A dirty one, but a walk nonetheless.
When I purchased my tickets to Cambodia from Phoenix Services in Saigon, I was told to ask for Brent Lam at the Hotel Cambodiana. He’d buy my plane ticket and permits to Siem Reap so I could visit Angkor Wat.
And sure enough, when I met Mr. Lam at the Cambodiana, he took care of everything. I didn’t experience the corruption or lies that greeted me in Vietnam. And I met some great people in Phnom Penh and Siem Reap, as I had throughout southern Vietnam.
At the Cambodiana, I sometimes ate with Grace, a British mid-wife who worked for a Christian social service agency in Phnom Penh. She was actually on my flight from Kuala Lumpur to Saigon. I’m sure we never would have recognized one another had we been in larger countries with more people who looked like us. She invited me to a traditional Cambodian home for a religious service. I had half a mind to go, just to see the home, but had had a long day out in the Killing Fields and couldn’t muster up the energy to go out that evening.
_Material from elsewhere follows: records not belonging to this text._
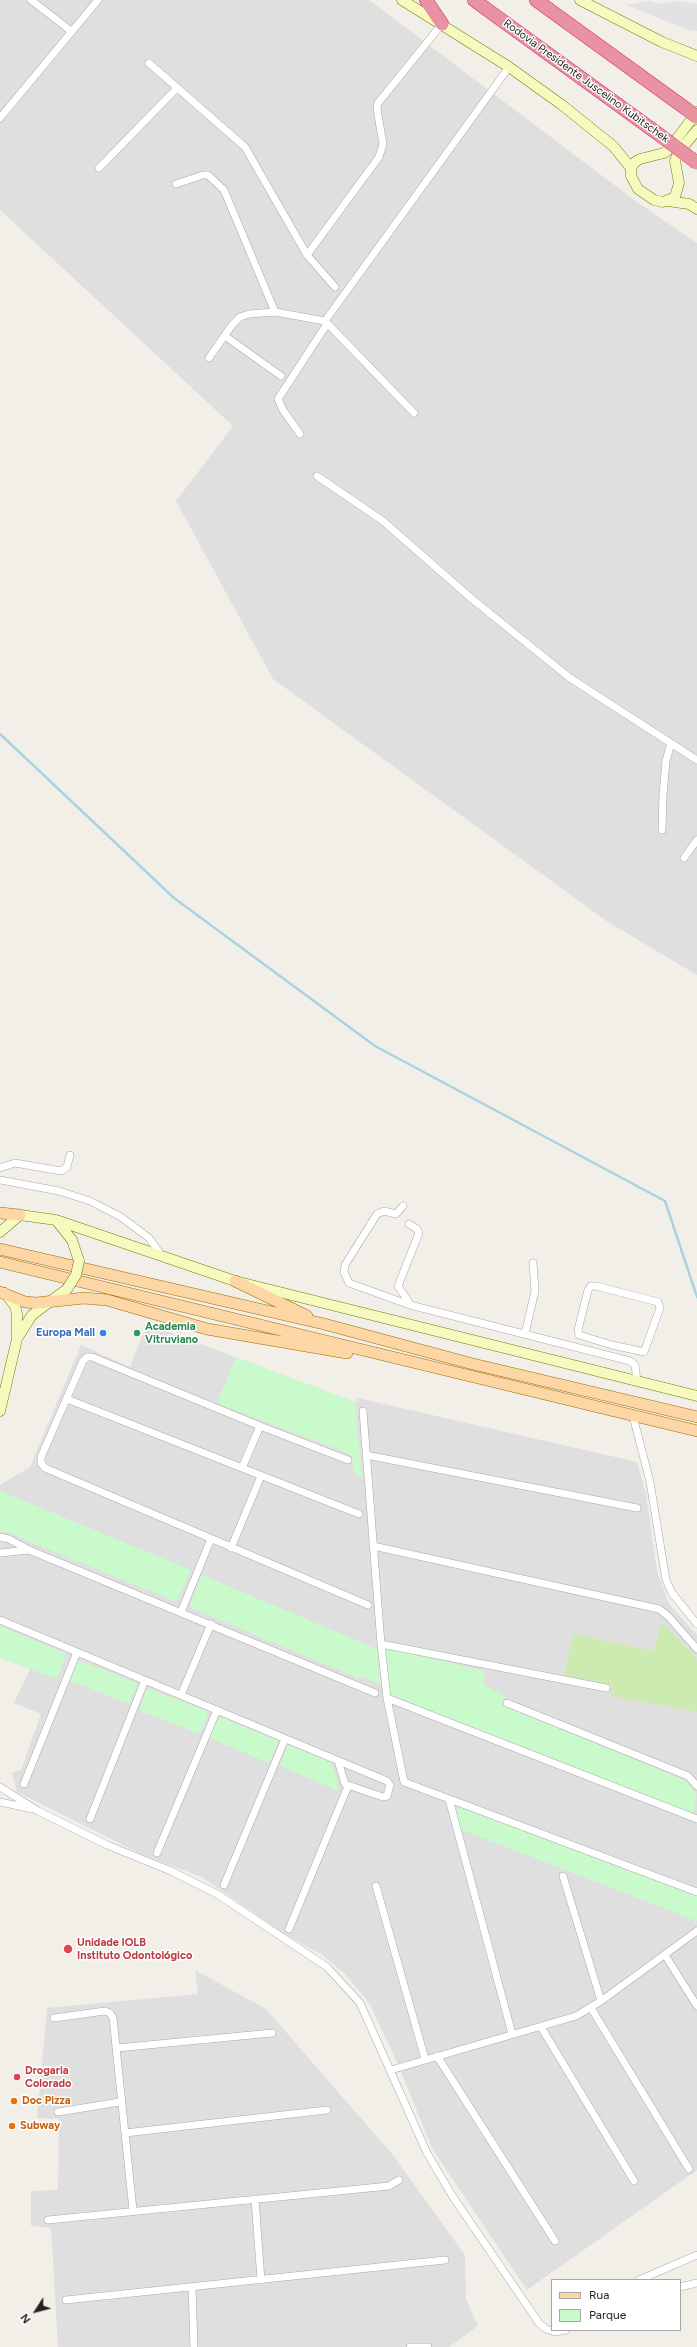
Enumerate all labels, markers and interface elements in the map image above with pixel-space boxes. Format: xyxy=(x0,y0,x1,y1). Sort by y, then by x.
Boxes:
street label: Rodovia Presidente Juscelino Kubitschek xyxy=(501,16,671,146)
place label: Academia Vitruviano xyxy=(145,1320,198,1346)
place label: Europa Mall xyxy=(36,1326,95,1340)
marker: Europa Mall xyxy=(98,1328,108,1338)
marker: Academia Vitruviano xyxy=(132,1328,142,1338)
place label: Unidade IOLB Instituto Odontológico xyxy=(77,1936,192,1962)
marker: Unidade IOLB Instituto Odontológico xyxy=(62,1943,74,1955)
place label: Drogaria Colorado xyxy=(25,2064,71,2090)
marker: Drogaria Colorado xyxy=(12,2072,22,2082)
place label: Doc Pizza xyxy=(22,2094,71,2108)
marker: Doc Pizza xyxy=(9,2096,19,2106)
place label: Subway xyxy=(20,2119,60,2133)
marker: Subway xyxy=(7,2121,17,2131)
legend xyxy=(551,2279,681,2331)
text: Rua xyxy=(589,2288,609,2302)
north arrow xyxy=(16,2291,56,2331)
text: Parque xyxy=(589,2308,626,2322)
text: N xyxy=(18,2311,34,2326)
I also ate dinner with William, a British guy who worked in Saigon for Jardine Matheson. Again, we recognized each other at the Cambodiana from our trip to Siem Reap, and spoke about Hong Kong, where he’d lived before moving to Saigon. For expats back then, Saigon was very backwater.
Anh was a Cambodian cyclo driver who took me around Phnom Penh. I met him outside the Cambodiana and learned that his parents and sister perished during Pol Pot’s reign. He’d moved from the countryside to Phnom Penh a couple years earlier to learn English and spoke it very well. Another day he rented a motorcycle and drove me out to the Killing Fields.
I also met at the Cambodiana (at later at Angkor Wat) a father and son from Mexico and a Japanese man living in Hong Kong. Traveling alone has its benefits, meeting people you might not talk to if you were in a group or even with one other person.
And then there was Brent Lam, the hotel manager. Cambodia was just reviving after a few horrible decades and tourism was starting to stir again. The Cambodiana was the only hotel where foreigners of any persuasion stayed. (The hotel looks blurry in this photo, but everything looked blurry in Phnom Penh back then.) Lam was Hong Kong Cantonese and even escorted me to the airport on my way back to Saigon. A fellow Hong Kong co-worker had served his two years at the Cambodiana and had a flight a half hour before mine, so we all traveled to the airport together.
For a college student like me, it was difficult to pay $50 a night at the Cambodiana, but after a rough couple weeks in Vietnam and one more to go, I didn’t complain.